昨今、インターネット上の誹謗中傷が社会問題となっています。

本記事では、違法な書きこみが行われた場合における、発信者情報開示・削除請求について解説していきます。

発信者情報開示について

インターネット上に、他人の名誉を毀損する書き込みを行ったものに対しては、名誉毀損罪や業務妨害罪が成立する可能性があり、また、不法行為に基づく損害賠償請求を請求することも考えられます。

しかし、インターネット上の書き込みは匿名で行われることがほとんどであり、書き込みを行った者を特定することは困難であるため、法的措置を取る前段階として、プロバイダから発信者の情報を開示してもらう必要があります。

以上のような必要性を踏まえて、プロバイダ責任法5条は、発信者の情報開示を可能とする手段を規定しています。

 

・発信者情報開示のための要件について

発信者情報開示請求を行うにあたっては以下の3つの要件が重要となります。

 

①権利侵害の明白性

実務上、この権利侵害の明白性の要件を満たすかどうかが最も大きな争点となることが多いといえます。

発信者には表現の自由や プライバシーが保障されていますので、単に権利侵害の可能性が存在するのみではなく、権利侵害が明らかであることが要件として必要となります。

 

②開示を受けるべき正当な理由

開示を受けるべき正当な理由とは、開示請求者が発信者情報を入手することの合理的な必要性が認められることを意味します。

例えば、請求者が発信者に対して損害賠償請求等を予定している場合には、発信者情報を入手するための合理的な必要性が認められることになります。

 

③補充性

補充性とは、侵害に関連する通信を辿らないと発信者を特定することができない場合であることをいいます。

 

・発信者情報開示請求の方法について

発信者情報開示請求の方法としては①任意開示請求②訴訟③仮処分の申立て④発信者情報開示命令の申し立てが考えられます。

しかし、プロバイダが任意の開示請求に応じるケースは少なく、実際には②〜④の方法が選択されるケースが一般的です。

なかでも、2021年の法改正にて発信者情報開示命令事件が創設されたことによって、開示命令の申立てにより迅速な解決を期待することができるようになり、発信者開示命令申し立てが利用されるケースが多くなりました。

削除請求について

名誉毀損等に該当する書き込みが行われた場合、不特定多数のものに短時間で情報が伝達されてしまうため、早急に削除を行う必要があります。

 

・削除請求の方法について

削除請求の方法としては①任意による削除請求②法的手続きに基づく削除請求が考えられるところ、プロバイダが任意の削除請求に応じるケースはあまり多くないのが現状です。

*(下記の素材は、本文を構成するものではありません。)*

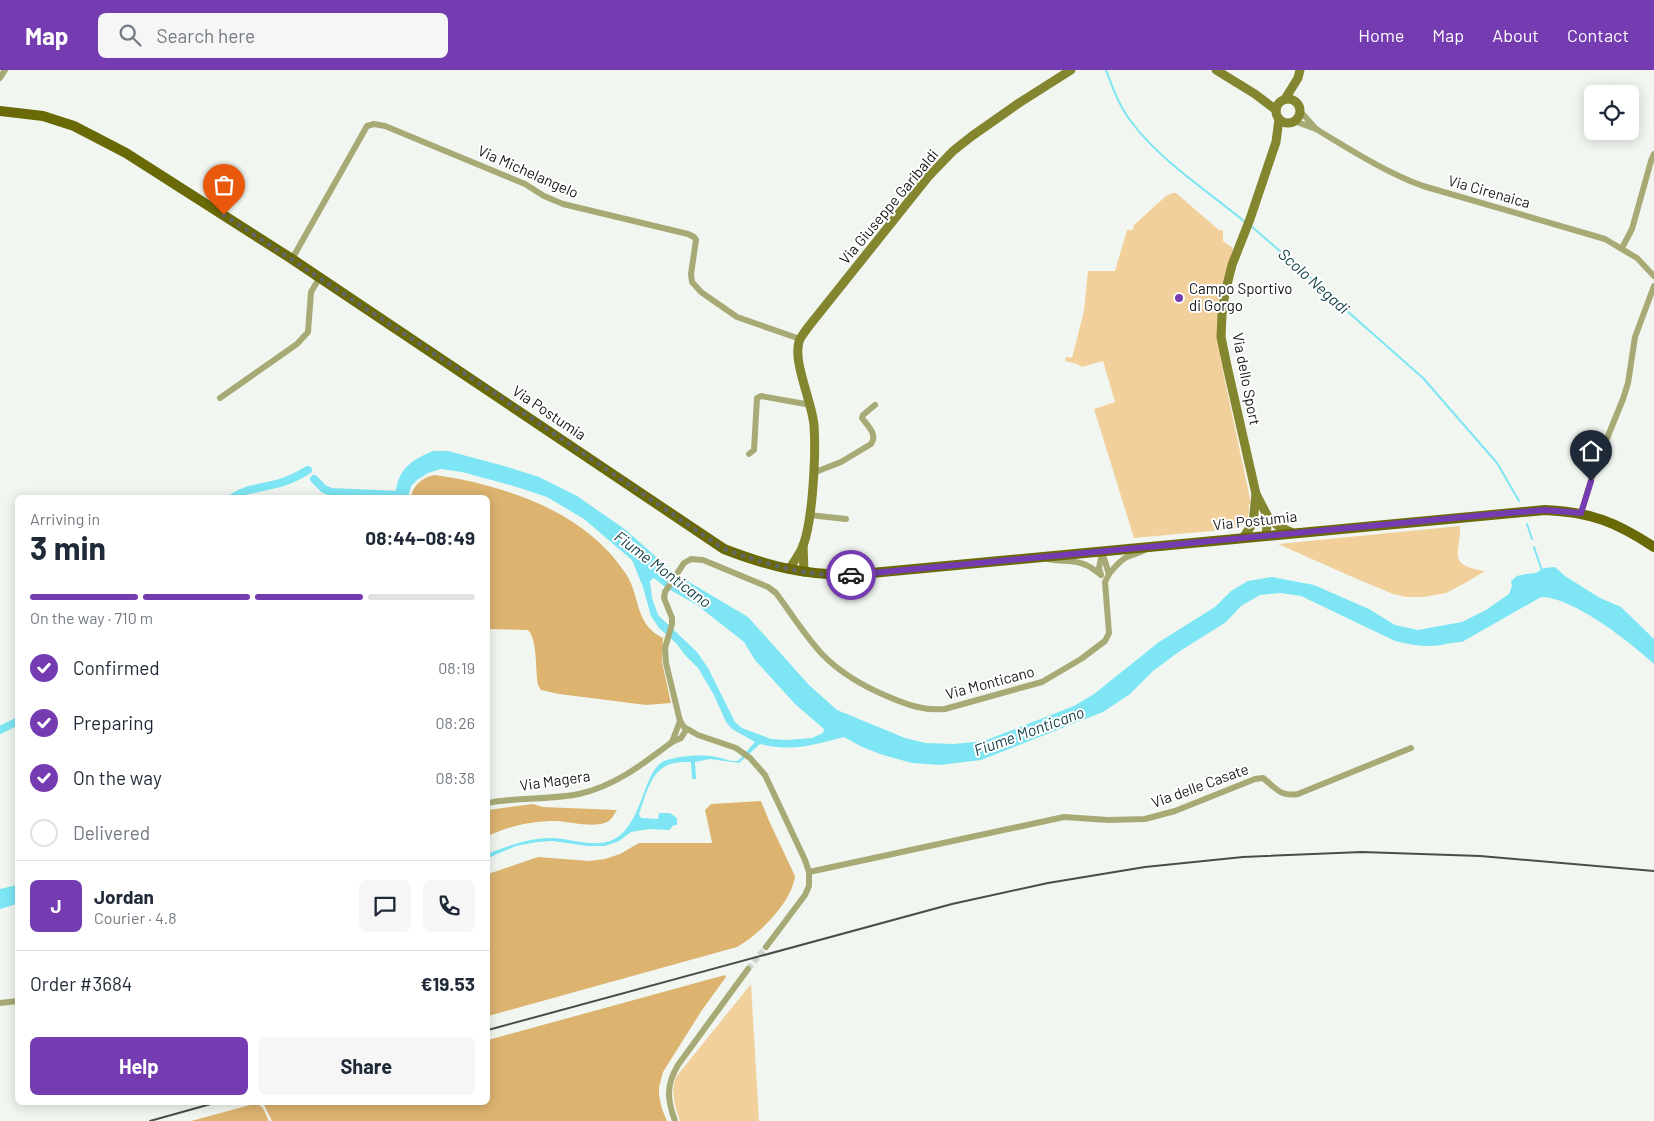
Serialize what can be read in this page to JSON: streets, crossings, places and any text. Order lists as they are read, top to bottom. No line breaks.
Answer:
{"streets":{"main road":["Via Postumia"],"street":["Via Michelangelo","Via Cirenaica","Via Giuseppe Garibaldi","Via dello Sport","Via Monticano","Via Magera","Via delle Casate"]},"crossings":[["Via Michelangelo","Via Giuseppe Garibaldi"],["Via Michelangelo","Via Postumia"],["Via Cirenaica","Via dello Sport"]],"water":["Scolo Negadi","Fiume Monticano"],"places":["Campo Sportivo di Gorgo"],"page":{"header":"Map","search":"Search here","nav":["Home","Map","About","Contact"],"heading":["3 min","Arriving in","08:44–08:49"],"panel":["Jordan","Courier · 4.8","Order #3684","€19.53"],"bar":"On the way · 710 m","list":[["Confirmed","08:19"],["Preparing","08:26"],["On the way","08:38"],"Delivered"],"round":"J","buttons":["Help","Share"]}}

そこで、削除請求のためには、法的手続きに基づく削除請求のうち、仮処分の申立てが利用されるケースが一般的です。

 

・仮処分申立てのための要件について

仮処分が認められるためには、被保全権利の存在および保全の必要性の要件を満たす必要があります。

そして、名誉毀損を理由とする仮処分の場合、 書き込み等がインターネット上に存在し続ける限り保全の必要性は肯定されるのが通常ですので、被保全権利の存在が特に問題となります。

書き込みを行った者には表現の自由が保障されますので、当該書き込みが違法であること、つまり被保全権利の存在が認められるためには①当該書き込みが公共の利害に係るものであること②もっぱら公益を図る目的であること③摘示された事実が真実であることという3つの要件を満たさないことを立証する必要があります。